We also provide the a tiny dataset for demonstration which could be downloaded at here. On this tiny demo dataset, InterFuser (26.3M) obtains 36.52 / 25.54 driving score with / without PlanKD on Town05 Short.
Training
Train the teacher InterFuser (52.9M) model.
cd ./interfuser
bash scripts/train.sh interfuser_baseline
We also provide an example teacher model for direct use which could be downloaded at here. Put the checkpoint of teacher model under the interfuser/output
folder.
Train the student InterFuser (26.3M) model without PlanKD.
bash scripts/train.sh interfuser_baseline2
Train the student InterFuser (26.3M) model with PlanKD.

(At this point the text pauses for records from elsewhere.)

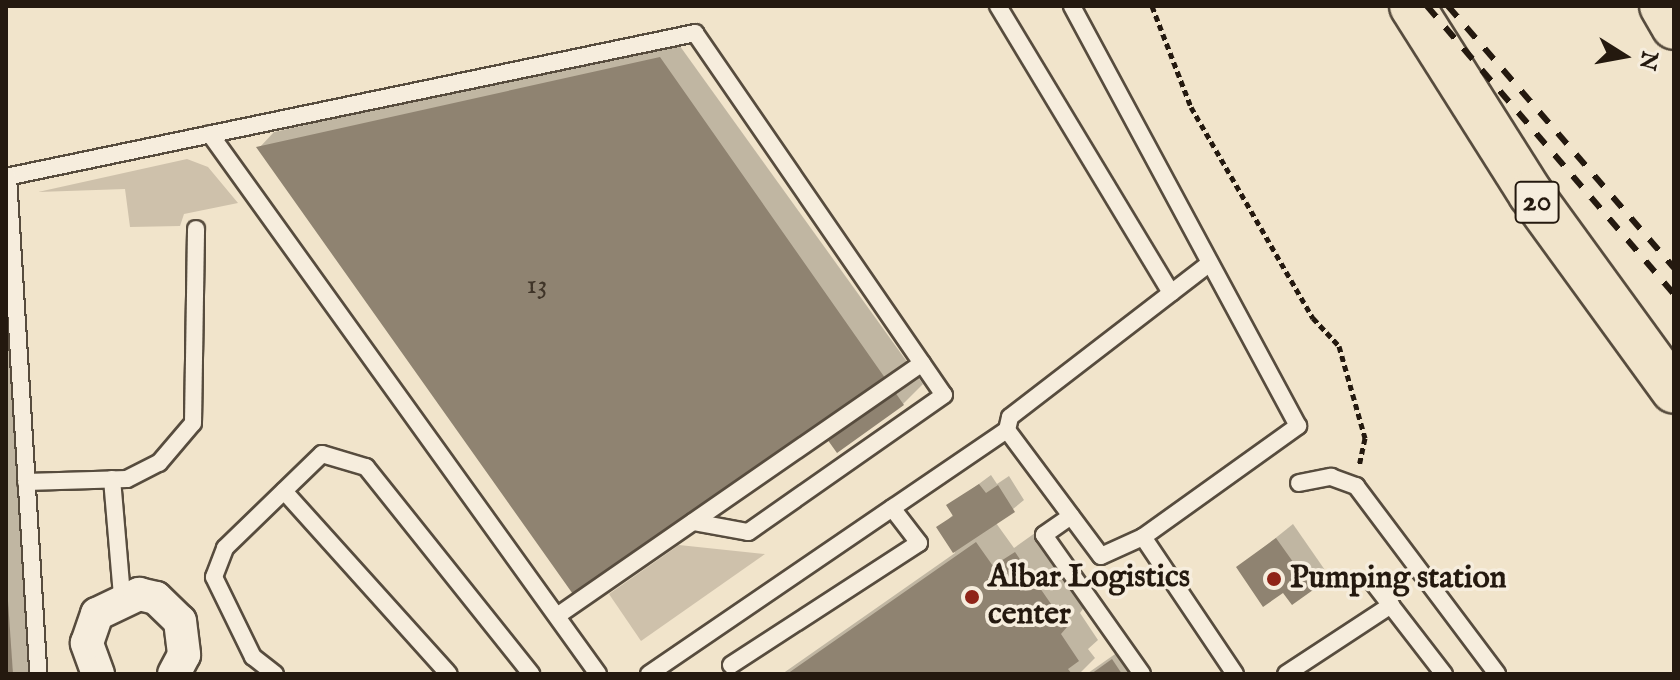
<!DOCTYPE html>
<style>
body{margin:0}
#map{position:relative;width:1680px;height:680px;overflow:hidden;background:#f1e4cb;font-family:"IM FELL English",serif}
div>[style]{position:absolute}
.green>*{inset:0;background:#cec1ab}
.shadow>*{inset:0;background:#0003}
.building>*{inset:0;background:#8f8371}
.path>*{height:5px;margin-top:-2.5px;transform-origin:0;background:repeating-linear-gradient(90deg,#24190f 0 6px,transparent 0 10px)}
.roads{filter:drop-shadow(2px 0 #574c3e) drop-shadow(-2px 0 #574c3e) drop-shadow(0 2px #574c3e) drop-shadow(0 -2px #574c3e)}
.service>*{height:16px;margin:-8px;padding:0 8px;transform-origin:8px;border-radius:8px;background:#f6eddd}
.minor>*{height:32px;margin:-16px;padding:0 16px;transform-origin:16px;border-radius:16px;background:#f6eddd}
.motorway>*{height:44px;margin:-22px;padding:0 22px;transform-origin:22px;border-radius:22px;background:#f1e4cb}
.rail>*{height:6px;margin-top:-3px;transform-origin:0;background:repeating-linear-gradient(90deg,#24190f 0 14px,transparent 0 28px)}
.dots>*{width:22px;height:22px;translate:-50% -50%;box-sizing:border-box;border:4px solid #f6eddd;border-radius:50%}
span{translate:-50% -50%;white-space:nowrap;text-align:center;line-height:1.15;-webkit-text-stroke:7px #f6eddd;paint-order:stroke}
.number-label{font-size:28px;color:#3f3428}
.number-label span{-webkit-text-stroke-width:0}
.shield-label span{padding:2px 6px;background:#f6eddd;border:2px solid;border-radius:6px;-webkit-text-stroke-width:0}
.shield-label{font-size:30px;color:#24190f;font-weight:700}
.poi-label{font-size:32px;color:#24190f;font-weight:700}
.left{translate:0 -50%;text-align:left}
.frame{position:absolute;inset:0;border:8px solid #24190f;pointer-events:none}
.north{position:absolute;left:1584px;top:16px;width:80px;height:80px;-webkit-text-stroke:6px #f6eddd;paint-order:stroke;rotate:101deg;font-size:22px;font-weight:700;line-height:32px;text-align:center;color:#24190f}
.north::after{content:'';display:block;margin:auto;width:28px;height:36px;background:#24190f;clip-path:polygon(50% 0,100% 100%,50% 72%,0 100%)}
</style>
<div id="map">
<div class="green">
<div style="clip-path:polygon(187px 159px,208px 167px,238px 203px,184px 214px,180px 226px,130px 227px,125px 189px,38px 192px)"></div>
<div style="clip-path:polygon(679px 545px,765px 554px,641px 641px,609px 594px)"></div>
</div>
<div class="shadow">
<div style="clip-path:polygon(677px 42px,923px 384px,903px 404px,817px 422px,259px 148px,274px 132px)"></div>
<div style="clip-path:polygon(6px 251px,34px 674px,6px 674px)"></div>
<div style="clip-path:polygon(991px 475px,997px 484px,1009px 476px,1024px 500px,996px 523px,1014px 548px,1035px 533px,1085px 606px,1080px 613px,1098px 640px,1088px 649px,1095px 658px,1079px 674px,782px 674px,955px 553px,939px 528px,954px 514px,949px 506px)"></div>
<div style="clip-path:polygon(1293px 524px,1327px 573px,1311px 589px,1284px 590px,1238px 568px)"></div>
<div style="clip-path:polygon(1128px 645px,1148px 674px,1087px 674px,1088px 673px)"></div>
</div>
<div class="building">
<div style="clip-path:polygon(660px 57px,904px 405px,837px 453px,817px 425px,575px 597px,256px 147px)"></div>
<div style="clip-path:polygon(979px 484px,986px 493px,998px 485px,1015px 512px,953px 553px,936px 527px,953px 516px,946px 505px)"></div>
<div style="clip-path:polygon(1276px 538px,1313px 590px,1292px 605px,1283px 593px,1263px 607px,1236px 567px)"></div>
<div style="clip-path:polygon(976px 542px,993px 566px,1015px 552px,1067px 627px,1061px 634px,1079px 661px,1068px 669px,1072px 674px,787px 674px)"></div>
<div style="clip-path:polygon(8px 601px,13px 674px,6px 674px)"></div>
<div style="clip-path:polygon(1112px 659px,1122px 674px,1091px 674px)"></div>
</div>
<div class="path">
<div style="left:1152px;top:6px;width:108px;rotate:68.9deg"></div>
<div style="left:1191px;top:107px;width:244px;rotate:60deg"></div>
<div style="left:1313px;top:318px;width:38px;rotate:47deg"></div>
<div style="left:1339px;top:346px;width:96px;rotate:74.2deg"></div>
<div style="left:1365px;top:438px;width:29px;rotate:102deg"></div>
</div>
<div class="roads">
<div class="service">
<div style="left:998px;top:6px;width:335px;rotate:58.9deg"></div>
<div style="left:210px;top:134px;width:665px;rotate:54.3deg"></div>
<div style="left:6px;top:177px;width:704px;rotate:-11.8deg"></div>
<div style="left:695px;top:33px;width:439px;rotate:55.5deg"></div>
<div style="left:944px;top:395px;width:239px;rotate:145deg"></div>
<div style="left:748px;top:532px;width:56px;rotate:-169.7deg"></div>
<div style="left:8px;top:177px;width:498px;rotate:86.5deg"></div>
<div style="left:1007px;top:430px;width:13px;rotate:-77deg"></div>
<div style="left:1010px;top:417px;width:252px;rotate:-37.6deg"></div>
<div style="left:112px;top:479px;width:117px;rotate:85.1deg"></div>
<div style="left:26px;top:482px;width:101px;rotate:-1.7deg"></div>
<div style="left:127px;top:479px;width:36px;rotate:-27deg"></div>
<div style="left:159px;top:463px;width:52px;rotate:-49.6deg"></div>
<div style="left:193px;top:423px;width:194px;rotate:-89.1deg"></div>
<div style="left:1299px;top:483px;width:33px;rotate:-11deg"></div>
<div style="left:1331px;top:477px;width:27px;rotate:20deg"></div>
<div style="left:1356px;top:486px;width:235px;rotate:53.1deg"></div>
<div style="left:284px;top:491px;width:246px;rotate:48deg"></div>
<div style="left:1071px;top:516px;width:33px;rotate:145deg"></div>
<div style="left:1044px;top:535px;width:170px;rotate:54.8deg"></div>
<div style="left:1143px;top:537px;width:165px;rotate:56.1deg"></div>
<div style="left:1372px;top:581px;width:118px;rotate:52.3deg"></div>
<div style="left:557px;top:616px;width:444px;rotate:-34.7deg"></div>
<div style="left:731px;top:665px;width:224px;rotate:-33deg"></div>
<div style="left:919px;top:543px;width:44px;rotate:-127.6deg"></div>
<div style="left:275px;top:674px;width:28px;rotate:-142deg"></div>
<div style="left:253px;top:657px;width:89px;rotate:-116deg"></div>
<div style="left:214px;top:577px;width:31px;rotate:-69deg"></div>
<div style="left:225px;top:548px;width:135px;rotate:-44.1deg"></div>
<div style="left:322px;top:454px;width:46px;rotate:16.5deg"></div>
<div style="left:366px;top:467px;width:265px;rotate:51.4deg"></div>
<div style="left:649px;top:674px;width:433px;rotate:-34.3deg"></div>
<div style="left:1007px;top:430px;width:157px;rotate:53.3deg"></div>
<div style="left:1101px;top:556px;width:46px;rotate:-24.3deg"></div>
<div style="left:1143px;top:537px;width:191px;rotate:-35.6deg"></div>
<div style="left:1298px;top:426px;width:477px;rotate:-118.3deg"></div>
<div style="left:1286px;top:674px;width:126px;rotate:-33.3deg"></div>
</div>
<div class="minor">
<div style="left:98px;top:674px;width:33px;rotate:-110deg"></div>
<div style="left:87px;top:643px;width:31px;rotate:-71deg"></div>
<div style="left:97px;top:614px;width:47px;rotate:-25.5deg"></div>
<div style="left:139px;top:594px;width:17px;rotate:13deg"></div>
<div style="left:156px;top:598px;width:33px;rotate:44deg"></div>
<div style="left:180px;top:621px;width:34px;rotate:83deg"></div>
<div style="left:184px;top:655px;width:21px;rotate:118deg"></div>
</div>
<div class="motorway">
<div style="left:1412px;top:6px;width:222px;rotate:57.7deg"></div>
<div style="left:1531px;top:194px;width:243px;rotate:54deg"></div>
<div style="left:1662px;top:6px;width:24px;rotate:60deg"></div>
</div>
</div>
<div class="rail">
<div style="left:1427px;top:6px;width:379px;rotate:49.4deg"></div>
<div style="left:1448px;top:6px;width:346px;rotate:49.2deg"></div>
</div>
<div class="dots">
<div style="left:1274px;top:579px;background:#8f2418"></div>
<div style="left:972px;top:597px;background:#8f2418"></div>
</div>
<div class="number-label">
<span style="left:537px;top:286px">13</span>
</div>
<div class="shield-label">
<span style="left:1537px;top:202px">20</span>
</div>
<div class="poi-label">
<span class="left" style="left:988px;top:597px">Albar Logistics<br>center</span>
<span class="left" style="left:1290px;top:579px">Pumping station</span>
</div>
<div class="frame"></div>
<div class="north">N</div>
</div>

bash scripts/train_plankd.sh interfuser_baseline2
The InterFuser student models, with parameter counts of 26.3M, 11.7M, and 3.8M, are respectively termed as interfuser_baseline2, interfuser_baseline4, and interfuser_baseline5. The core code of PlanKD is ininterfuser/plankd.py
.
Evaluation
Launch the CARLA server.
SDL_VIDEODRIVER=offscreen ./CarlaUE4.sh -carla-world-port=2000 -opengl
Modify the configuration in /leaderboard/scripts/run_evaluation.sh
file.
Run the evaluation.
SDL_VIDEODRIVER="dummy" ./leaderboard/scripts/run_evaluation.sh
For the evaluation of TCP models, please refer to the related code in TCP since its agent config is different from InterFuser. Regarding the architecture of small TCP models, please refer to our provided code in the /TCP
folder and integrate it into the original codebase.
Trained Weights
We also provide the trained student model weights by PlanKD for direct evaluation, which could be downloaded at here.
Acknowledgement
This implementation is based on code from several repositories.
Citation
If you find our repo or paper useful, please cite us as
@article{feng2024road, title={On the Road to Portability: Compressing End-to-End Motion Planner for Autonomous Driving}, author={Kaituo Feng and Changsheng Li and Dongchun Ren and Ye Yuan and Guoren Wang}, journal={arXiv preprint arXiv:2403.01238}, year={2024} }
License
All code within this repository is under Apache License 2.0.